Quan and Srivastava set out on a listening and learning tour, meeting with more than 200 chief people and chief human resources officers in New York City and Silicon Valley to hear their biggest pain points. They learned about the challenges of using several types of platforms that don't necessarily talk to each other. For example, the employee-benefits tracking system Bamboo HR, which includes an applicant tracking system, doesn't integrate with the recruiting software service Greenhouse. To allow these tools to communicate on a single platform, the founders learned, would be infinitely useful for companies. It would help HR staffers focus on how to keep the people they've already found.
"What gets measured gets managed," says Quan. "When you know who is leaving and why and what makes people stay, you're able to make much more effective investments in time and energy."
That's the key benefit of Twine, say investors like Sarah Smith, a partner at Bain Capital Ventures.

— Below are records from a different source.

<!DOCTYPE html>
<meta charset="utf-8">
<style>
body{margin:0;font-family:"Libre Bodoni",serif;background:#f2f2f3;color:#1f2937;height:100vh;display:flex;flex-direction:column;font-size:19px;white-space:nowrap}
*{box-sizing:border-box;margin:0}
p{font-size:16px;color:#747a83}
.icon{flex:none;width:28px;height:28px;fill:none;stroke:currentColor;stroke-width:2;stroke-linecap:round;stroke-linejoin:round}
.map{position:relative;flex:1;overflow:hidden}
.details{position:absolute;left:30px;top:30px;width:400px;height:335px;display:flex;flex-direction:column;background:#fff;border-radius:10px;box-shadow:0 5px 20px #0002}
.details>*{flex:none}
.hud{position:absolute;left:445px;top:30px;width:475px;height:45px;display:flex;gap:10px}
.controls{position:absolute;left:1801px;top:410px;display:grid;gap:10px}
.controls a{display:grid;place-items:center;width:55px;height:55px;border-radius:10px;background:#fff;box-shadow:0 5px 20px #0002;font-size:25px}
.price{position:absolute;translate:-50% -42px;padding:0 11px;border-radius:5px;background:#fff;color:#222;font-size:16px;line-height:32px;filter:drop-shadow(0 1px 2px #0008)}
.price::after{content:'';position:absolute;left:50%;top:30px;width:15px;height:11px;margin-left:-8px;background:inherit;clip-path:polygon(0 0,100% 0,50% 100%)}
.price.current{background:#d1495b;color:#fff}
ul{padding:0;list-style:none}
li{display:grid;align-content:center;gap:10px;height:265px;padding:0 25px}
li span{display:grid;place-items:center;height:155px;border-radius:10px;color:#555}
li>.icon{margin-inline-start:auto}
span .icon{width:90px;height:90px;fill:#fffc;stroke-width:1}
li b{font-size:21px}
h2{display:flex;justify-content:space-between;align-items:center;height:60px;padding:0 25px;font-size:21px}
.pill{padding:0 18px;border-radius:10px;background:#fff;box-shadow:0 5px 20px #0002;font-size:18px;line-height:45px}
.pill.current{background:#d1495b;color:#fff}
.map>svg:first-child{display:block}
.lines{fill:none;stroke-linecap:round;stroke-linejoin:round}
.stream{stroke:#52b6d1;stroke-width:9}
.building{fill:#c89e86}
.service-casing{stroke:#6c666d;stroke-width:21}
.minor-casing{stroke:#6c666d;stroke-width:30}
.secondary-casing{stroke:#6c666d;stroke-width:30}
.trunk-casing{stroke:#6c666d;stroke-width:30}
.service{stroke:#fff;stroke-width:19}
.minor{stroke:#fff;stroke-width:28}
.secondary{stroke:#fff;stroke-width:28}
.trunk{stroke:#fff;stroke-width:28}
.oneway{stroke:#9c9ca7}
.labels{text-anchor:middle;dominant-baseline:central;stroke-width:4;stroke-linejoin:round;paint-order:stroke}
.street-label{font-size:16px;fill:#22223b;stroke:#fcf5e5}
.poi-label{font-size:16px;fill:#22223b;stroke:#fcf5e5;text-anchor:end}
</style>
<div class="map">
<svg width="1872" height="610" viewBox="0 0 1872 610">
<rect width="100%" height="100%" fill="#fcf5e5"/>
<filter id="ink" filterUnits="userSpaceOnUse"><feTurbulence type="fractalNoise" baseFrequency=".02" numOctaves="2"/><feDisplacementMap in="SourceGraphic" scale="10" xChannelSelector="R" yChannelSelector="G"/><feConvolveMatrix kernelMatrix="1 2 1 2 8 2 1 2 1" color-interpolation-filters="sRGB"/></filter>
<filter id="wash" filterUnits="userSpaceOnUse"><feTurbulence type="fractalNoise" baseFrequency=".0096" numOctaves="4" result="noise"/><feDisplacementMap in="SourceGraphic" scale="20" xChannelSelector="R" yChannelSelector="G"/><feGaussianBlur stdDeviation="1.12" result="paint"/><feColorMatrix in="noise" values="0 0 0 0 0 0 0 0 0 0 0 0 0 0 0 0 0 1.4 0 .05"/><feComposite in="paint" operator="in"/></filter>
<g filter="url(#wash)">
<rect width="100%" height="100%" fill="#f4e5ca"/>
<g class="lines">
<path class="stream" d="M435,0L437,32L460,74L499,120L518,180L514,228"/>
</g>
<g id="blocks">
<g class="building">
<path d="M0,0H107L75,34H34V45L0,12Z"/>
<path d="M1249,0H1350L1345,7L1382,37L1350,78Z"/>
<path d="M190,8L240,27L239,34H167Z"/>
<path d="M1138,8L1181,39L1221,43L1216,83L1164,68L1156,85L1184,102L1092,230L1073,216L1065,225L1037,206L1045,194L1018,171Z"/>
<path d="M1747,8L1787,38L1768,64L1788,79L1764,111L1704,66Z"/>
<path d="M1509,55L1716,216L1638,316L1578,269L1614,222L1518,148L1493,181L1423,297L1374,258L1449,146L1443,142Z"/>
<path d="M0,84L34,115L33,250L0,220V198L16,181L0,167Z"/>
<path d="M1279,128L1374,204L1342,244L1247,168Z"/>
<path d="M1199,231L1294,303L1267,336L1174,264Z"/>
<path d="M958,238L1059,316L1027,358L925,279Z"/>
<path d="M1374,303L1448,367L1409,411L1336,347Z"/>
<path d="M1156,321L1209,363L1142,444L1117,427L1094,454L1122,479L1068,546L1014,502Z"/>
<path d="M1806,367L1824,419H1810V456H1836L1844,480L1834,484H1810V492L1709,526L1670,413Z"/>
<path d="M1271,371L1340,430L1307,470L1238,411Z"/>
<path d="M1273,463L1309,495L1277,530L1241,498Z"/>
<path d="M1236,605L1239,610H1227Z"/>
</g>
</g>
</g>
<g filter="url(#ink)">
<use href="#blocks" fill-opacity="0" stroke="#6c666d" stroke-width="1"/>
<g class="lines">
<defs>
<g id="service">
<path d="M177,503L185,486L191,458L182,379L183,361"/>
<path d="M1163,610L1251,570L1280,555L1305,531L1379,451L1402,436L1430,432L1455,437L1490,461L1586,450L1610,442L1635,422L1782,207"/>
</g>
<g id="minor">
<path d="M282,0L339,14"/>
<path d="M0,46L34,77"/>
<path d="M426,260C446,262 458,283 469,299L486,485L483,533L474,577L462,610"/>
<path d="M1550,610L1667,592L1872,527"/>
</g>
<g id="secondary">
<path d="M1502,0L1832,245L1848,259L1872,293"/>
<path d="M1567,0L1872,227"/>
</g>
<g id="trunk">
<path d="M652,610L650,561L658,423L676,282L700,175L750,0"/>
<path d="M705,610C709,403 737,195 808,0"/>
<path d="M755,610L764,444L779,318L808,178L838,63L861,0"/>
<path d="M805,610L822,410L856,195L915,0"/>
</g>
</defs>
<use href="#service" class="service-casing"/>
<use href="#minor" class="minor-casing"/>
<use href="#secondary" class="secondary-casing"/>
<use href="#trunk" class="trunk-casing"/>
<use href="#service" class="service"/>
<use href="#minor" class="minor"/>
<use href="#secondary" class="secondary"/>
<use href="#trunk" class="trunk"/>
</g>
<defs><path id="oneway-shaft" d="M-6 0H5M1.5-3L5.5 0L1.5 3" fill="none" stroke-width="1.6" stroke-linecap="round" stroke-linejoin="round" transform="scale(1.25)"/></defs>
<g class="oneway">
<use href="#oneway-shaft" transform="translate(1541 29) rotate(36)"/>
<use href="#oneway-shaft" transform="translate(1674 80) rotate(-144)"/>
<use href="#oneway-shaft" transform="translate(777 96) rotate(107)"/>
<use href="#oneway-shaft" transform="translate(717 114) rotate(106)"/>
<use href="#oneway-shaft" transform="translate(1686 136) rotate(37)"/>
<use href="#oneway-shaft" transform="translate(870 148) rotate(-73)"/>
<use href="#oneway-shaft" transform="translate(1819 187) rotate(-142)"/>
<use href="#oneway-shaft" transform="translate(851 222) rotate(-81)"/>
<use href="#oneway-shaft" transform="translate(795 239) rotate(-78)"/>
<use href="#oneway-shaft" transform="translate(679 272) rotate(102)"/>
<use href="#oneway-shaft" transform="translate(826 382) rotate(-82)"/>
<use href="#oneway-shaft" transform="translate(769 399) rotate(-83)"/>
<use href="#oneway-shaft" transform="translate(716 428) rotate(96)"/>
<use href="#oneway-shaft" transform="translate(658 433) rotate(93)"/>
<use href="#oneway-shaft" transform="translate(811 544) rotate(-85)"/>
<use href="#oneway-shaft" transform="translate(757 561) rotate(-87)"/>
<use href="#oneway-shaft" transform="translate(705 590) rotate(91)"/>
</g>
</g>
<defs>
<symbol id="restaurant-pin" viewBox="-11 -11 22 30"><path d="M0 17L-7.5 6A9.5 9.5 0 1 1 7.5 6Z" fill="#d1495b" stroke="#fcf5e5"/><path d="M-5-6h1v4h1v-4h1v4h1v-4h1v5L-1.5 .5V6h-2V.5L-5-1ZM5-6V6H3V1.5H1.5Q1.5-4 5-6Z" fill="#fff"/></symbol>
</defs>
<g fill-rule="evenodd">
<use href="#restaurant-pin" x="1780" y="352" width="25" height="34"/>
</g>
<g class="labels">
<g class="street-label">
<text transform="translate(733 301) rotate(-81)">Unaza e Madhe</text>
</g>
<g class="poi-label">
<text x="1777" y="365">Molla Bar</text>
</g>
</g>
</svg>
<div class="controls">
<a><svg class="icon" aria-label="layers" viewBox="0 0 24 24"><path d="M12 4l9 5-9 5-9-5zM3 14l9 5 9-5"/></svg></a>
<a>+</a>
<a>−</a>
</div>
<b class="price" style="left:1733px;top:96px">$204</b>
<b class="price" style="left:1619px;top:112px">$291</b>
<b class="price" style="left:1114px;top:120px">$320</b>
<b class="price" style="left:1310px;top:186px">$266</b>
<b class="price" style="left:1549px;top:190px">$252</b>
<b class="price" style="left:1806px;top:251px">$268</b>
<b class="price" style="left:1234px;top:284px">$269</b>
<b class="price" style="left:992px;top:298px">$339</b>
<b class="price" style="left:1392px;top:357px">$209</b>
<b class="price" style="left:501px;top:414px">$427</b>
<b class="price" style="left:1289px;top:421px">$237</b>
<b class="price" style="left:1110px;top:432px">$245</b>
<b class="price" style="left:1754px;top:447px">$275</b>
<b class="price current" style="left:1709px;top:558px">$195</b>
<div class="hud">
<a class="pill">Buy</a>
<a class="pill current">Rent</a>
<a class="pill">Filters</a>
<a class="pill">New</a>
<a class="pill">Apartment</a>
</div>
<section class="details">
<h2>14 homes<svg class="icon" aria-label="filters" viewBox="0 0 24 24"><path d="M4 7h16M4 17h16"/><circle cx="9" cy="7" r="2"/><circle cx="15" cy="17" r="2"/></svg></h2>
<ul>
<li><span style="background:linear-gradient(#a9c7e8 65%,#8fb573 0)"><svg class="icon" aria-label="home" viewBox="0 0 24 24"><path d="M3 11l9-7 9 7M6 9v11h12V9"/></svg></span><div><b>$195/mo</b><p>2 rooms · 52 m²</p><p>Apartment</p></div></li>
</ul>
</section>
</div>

In 2018, while she was a partner at San Francisco's Graph Ventures, she proposed the seed-stage investment firm invest in Twine. "I think HR department investing in tech used to be a nice thing to have; now it's a must-have," she says. With the unemployment rate hovering at 3.8 percent, companies need to get better about giving employees a reason to stay, Smith says, adding: "That's where Twine is a great opportunity."
To be sure, Twine has ample competition. Its biggest rivals include HR data collection and visualization companies like Tableau and Looker, both of which produce charts or graphs to help users understand their employment picture. While these platforms collect impressive data, they don't seamlessly communicate with each other so that users can easily analyze it all, Quan says.
The company also faces internal challenges, as Quan notes he's still transitioning from co-founder to CEO and leader. It's a move that will require him to relinquish his current role as the company's chief salesperson. As one of the company's creators, he was responsible for calling prospective clients and wooing them; now he must trust that responsibility with someone else.
"It's founder magic: I have the enthusiasm and know the market, and that helps close customers," he says. "It's a unique challenge to find that sales person and pass the torch."